I'm writing a C program that reads an undefined amount of integers from the keyboard. No limits. The program has a loop that reads integers with scanf and stores the lowest and highest value to display. If the user enters a negative number or non integer, the loop ends and displays info (lowest and highest value).
NOTE: I DO NOT WANT USE BUILT IN FUNCTIONS LIKE "ISDIGIT" OR "FGET". No idea what they are and I don't want to "cheat".
I found out that my EOF value is -1. I tried putting "while(scanf("%d", &num) > -1)" in my loop. This just does nothing if you enter a char(keeps reading and never ends loop). It sometimes breaks the loop if you enter a double negative such a "--2". It doesn't work, anyways.
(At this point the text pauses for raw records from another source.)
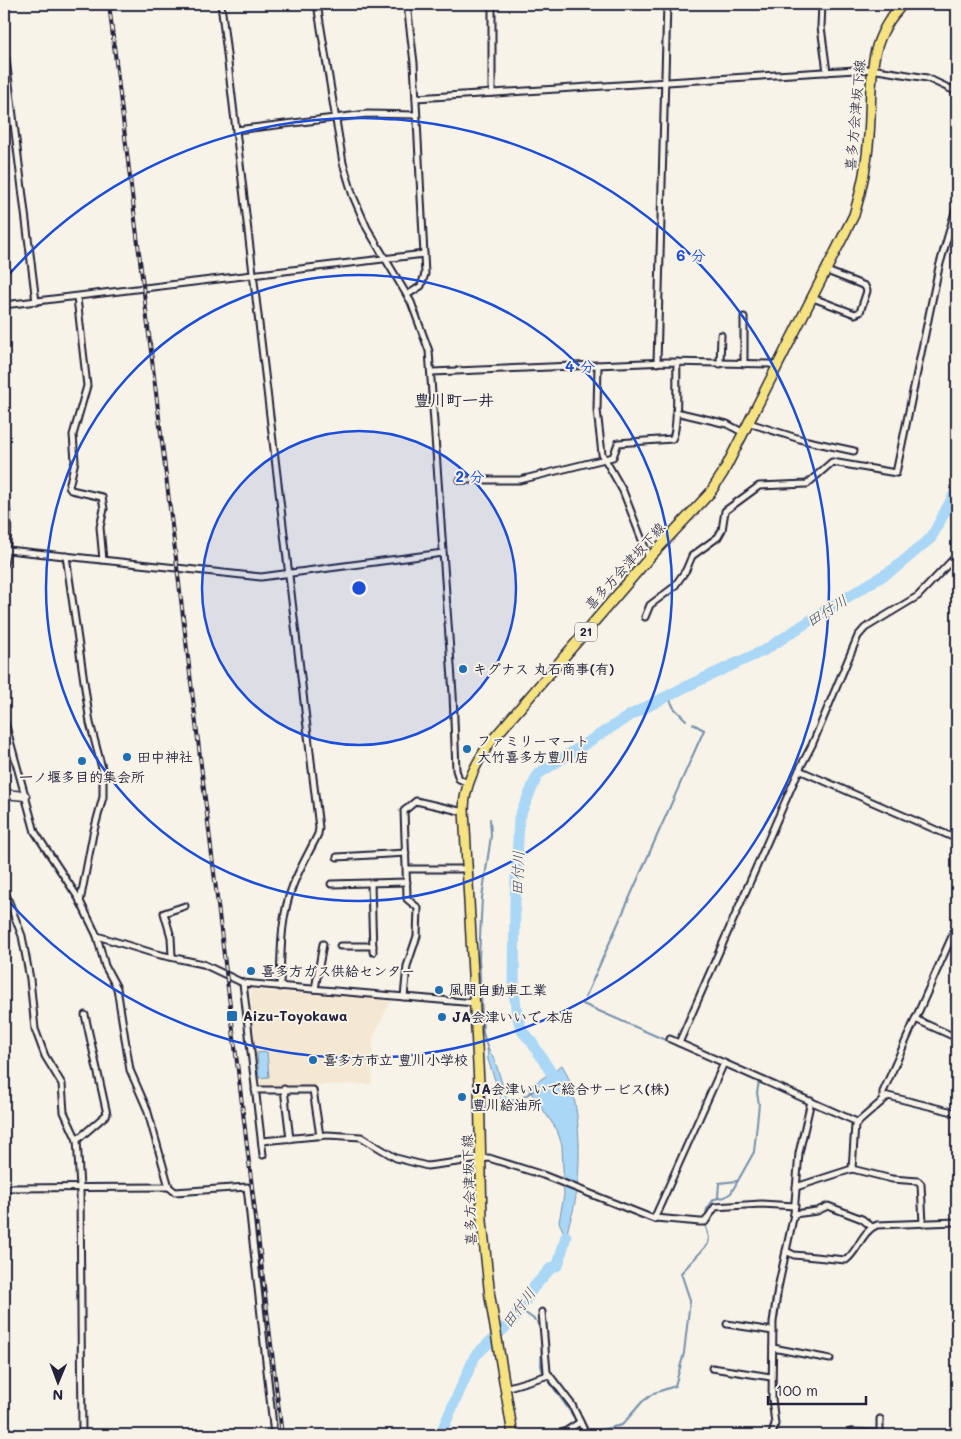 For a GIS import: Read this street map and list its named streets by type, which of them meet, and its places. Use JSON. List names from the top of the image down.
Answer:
{
  "streets": {
    "main road": ["喜多方会津坂下線", "21"]
  },
  "crossings": [
    ["喜多方会津坂下線", "21"]
  ],
  "districts": ["豊川町一井"],
  "water": ["田付川"],
  "places": {
    "other": [
      "キグナス 丸石商事(有)",
      "ファミリーマート 大竹喜多方豊川店",
      "田中神社",
      "一ノ堰多目的集会所",
      "喜多方ガス供給センター",
      "風間自動車工業",
      "JA会津いいで 本店",
      "喜多方市立 豊川小学校",
      "JA会津いいで総合サービス(株) 豊川給油所"
    ],
    "transit": ["Aizu-Toyokawa"]
  },
  "scale_bar": "100 m",
  "north": "bottom",
  "rings": ["6 分", "4 分", "2 分"]
} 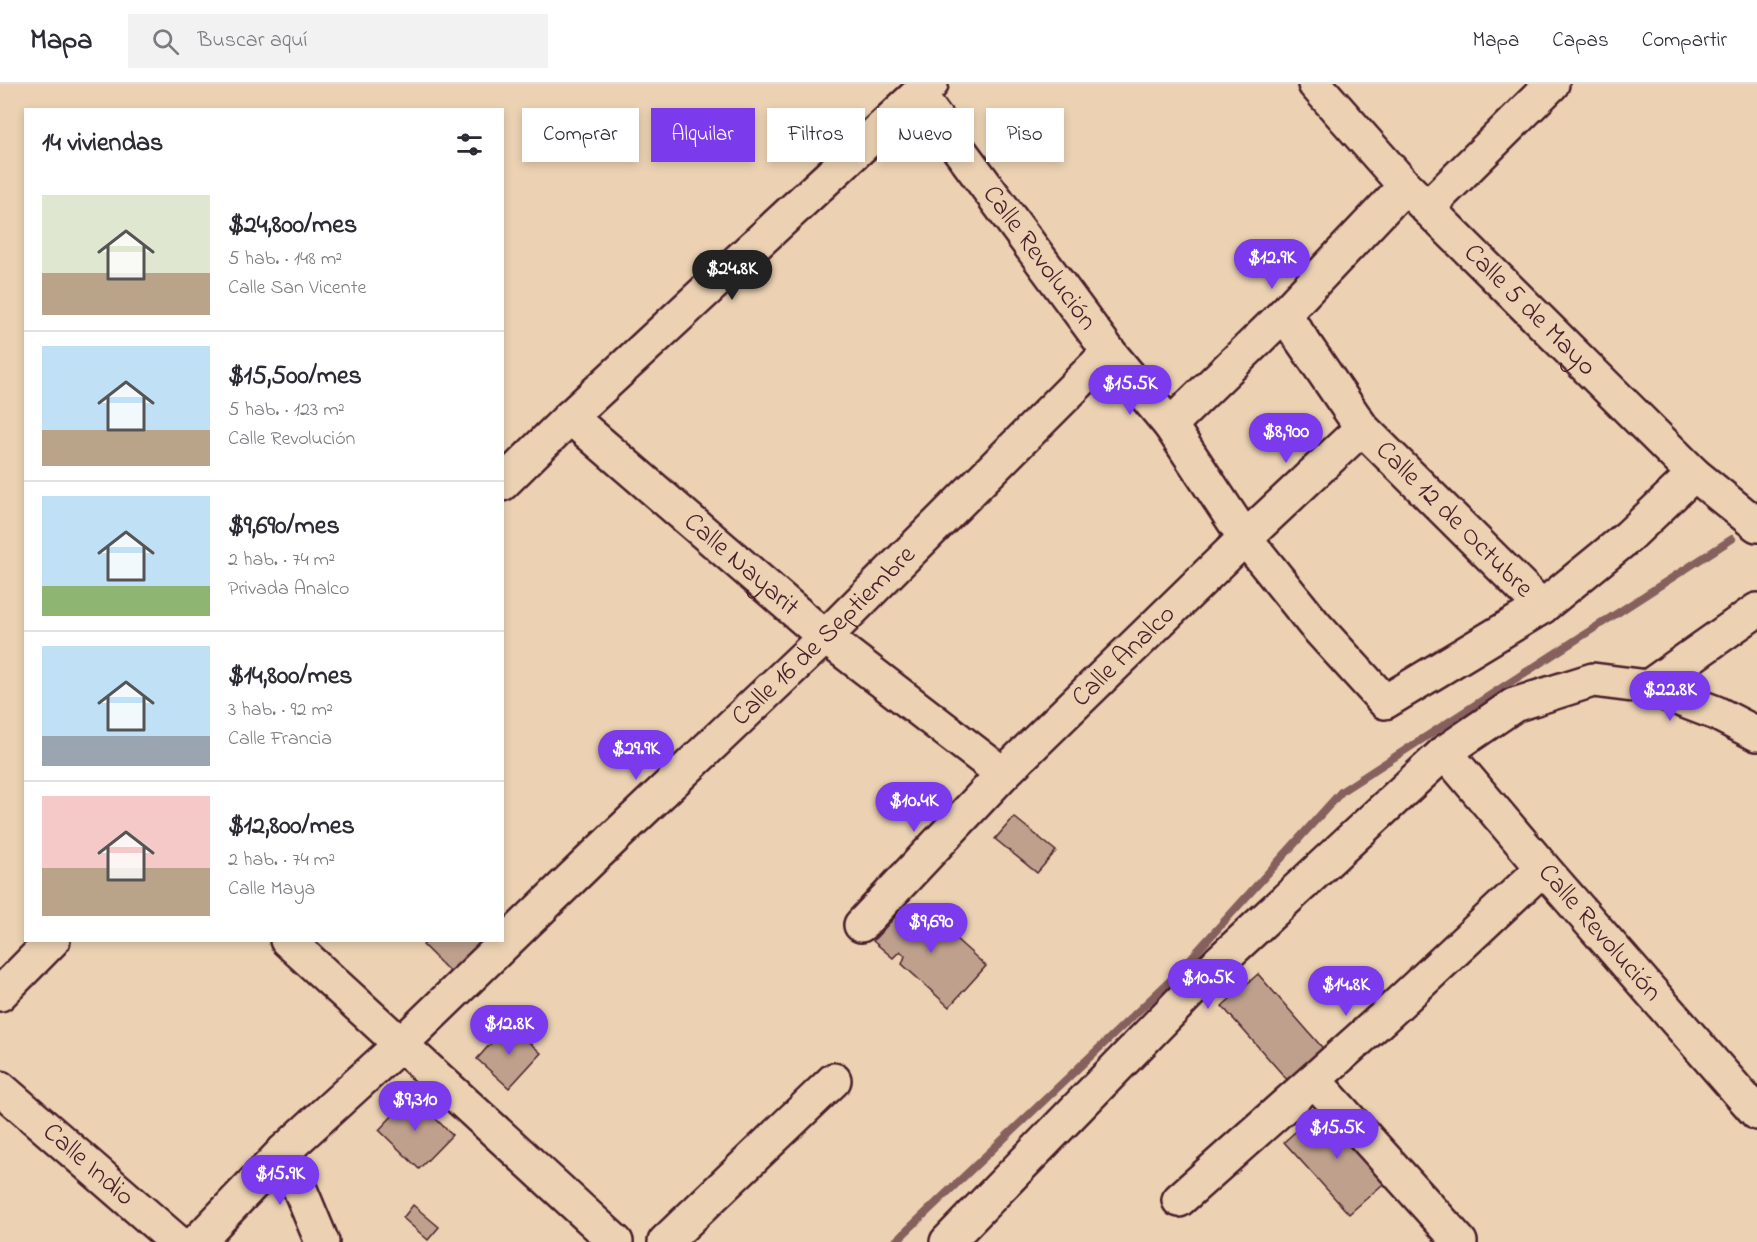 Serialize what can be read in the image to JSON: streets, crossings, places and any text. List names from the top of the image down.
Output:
{
  "streets": {
    "street": [
      "Calle Revolución",
      "Calle 5 de Mayo",
      "Calle 12 de Octubre",
      "Calle Nayarit",
      "Calle 16 de Septiembre",
      "Calle Analco",
      "Calle Indio"
    ]
  },
  "crossings": [
    ["Calle Revolución", "Calle 12 de Octubre"],
    ["Calle Revolución", "Calle 16 de Septiembre"],
    ["Calle Revolución", "Calle Analco"],
    ["Calle 12 de Octubre", "Calle Analco"],
    ["Calle Nayarit", "Calle 16 de Septiembre"],
    ["Calle Nayarit", "Calle Analco"]
  ],
  "page": {
    "header": "Mapa",
    "search": "Buscar aquí",
    "nav": ["Mapa", "Capas", "Compartir"],
    "chip": [
      "Comprar",
      "Alquilar",
      "Filtros",
      "Nuevo",
      "Piso"
    ],
    "heading": "14 viviendas",
    "list": [
      {
        "name": "$24,800/mes",
        "note": "5 hab. · 148 m² · Calle San Vicente"
      },
      {
        "name": "$15,500/mes",
        "note": "5 hab. · 123 m² · Calle Revolución"
      },
      {
        "name": "$9,690/mes",
        "note": "2 hab. · 74 m² · Privada Analco"
      },
      {
        "name": "$14,800/mes",
        "note": "3 hab. · 92 m² · Calle Francia"
      },
      {
        "name": "$12,800/mes",
        "note": "2 hab. · 74 m² · Calle Maya"
      }
    ],
    "price": [
      "$12.9K",
      "$24.8K",
      "$15.5K",
      "$8,900",
      "$22.8K",
      "$29.9K",
      "$10.4K",
      "$9,690",
      "$10.5K",
      "$14.8K",
      "$12.8K",
      "$9,310",
      "$15.5K",
      "$15.9K"
    ]
  }
} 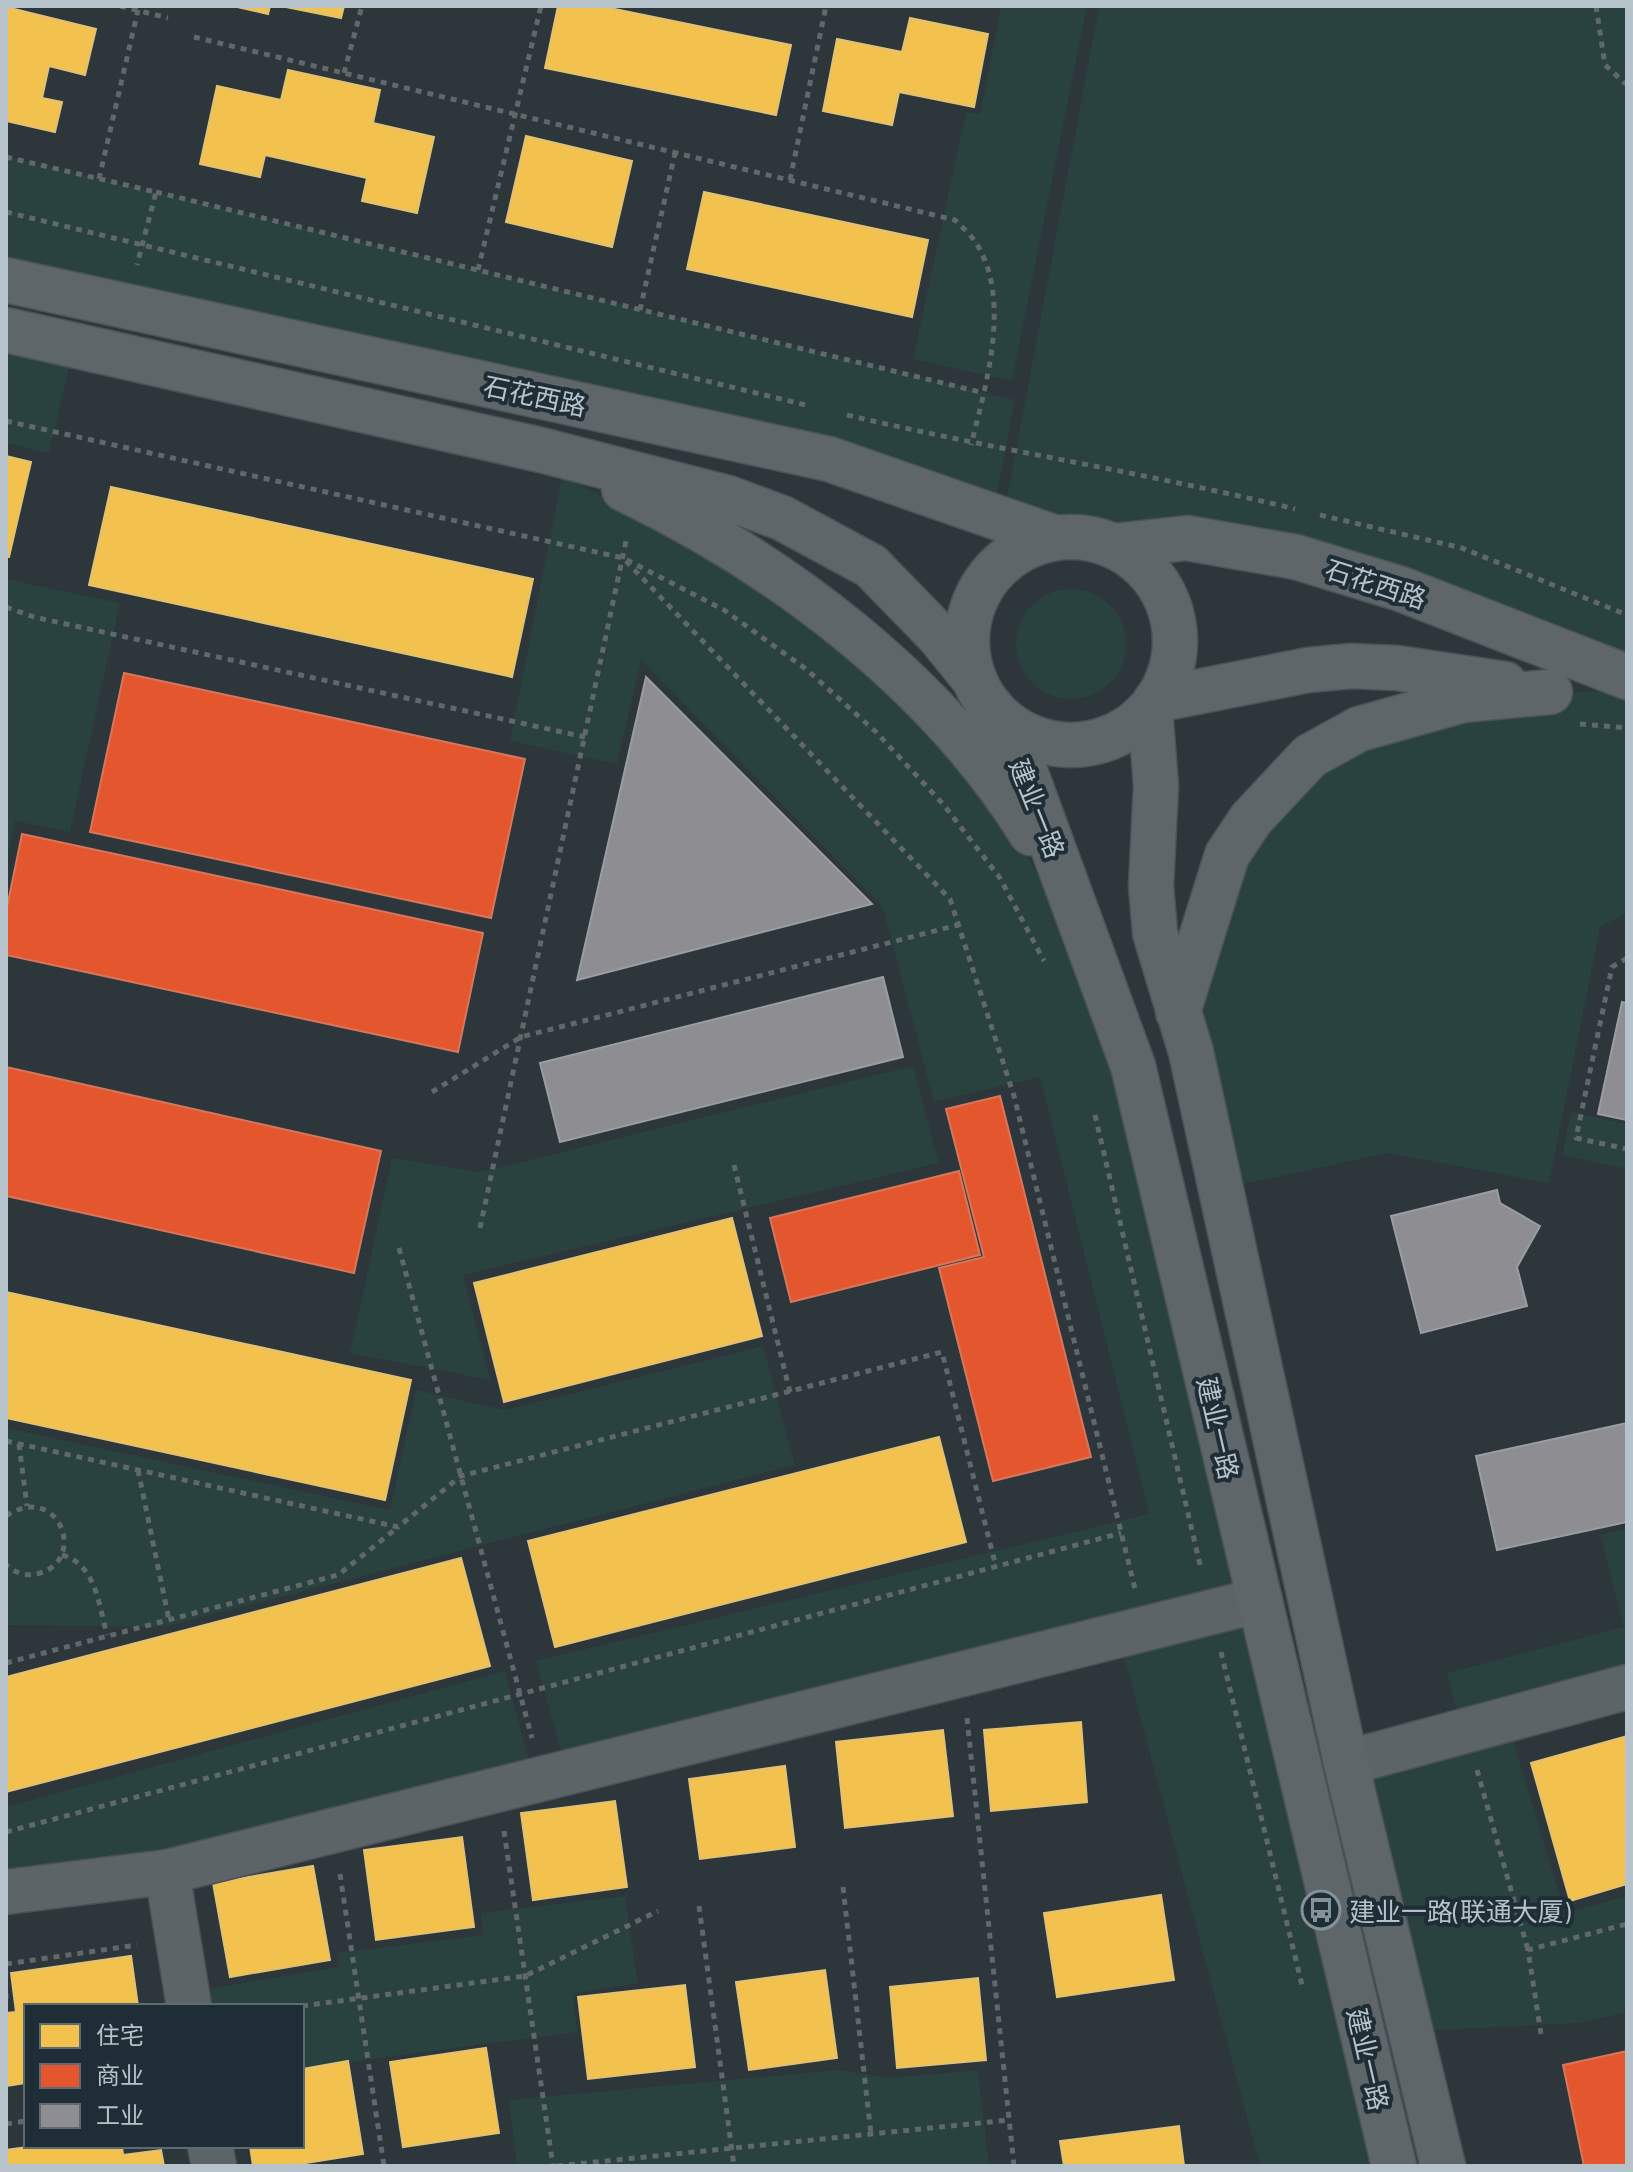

My problem is with my programs confusing behavior with my current code. Sometimes it does not keep or read a zero. Sometimes it only stores and displays the second highest value. Sometimes it display the second to highest or lowest value after I enter an character or symbol to trigger an end to the loop. Other times it works just fine. I tried some more logical statements to force the min to be zero if it's not equal to 1 and less than 1, but that didn't work either.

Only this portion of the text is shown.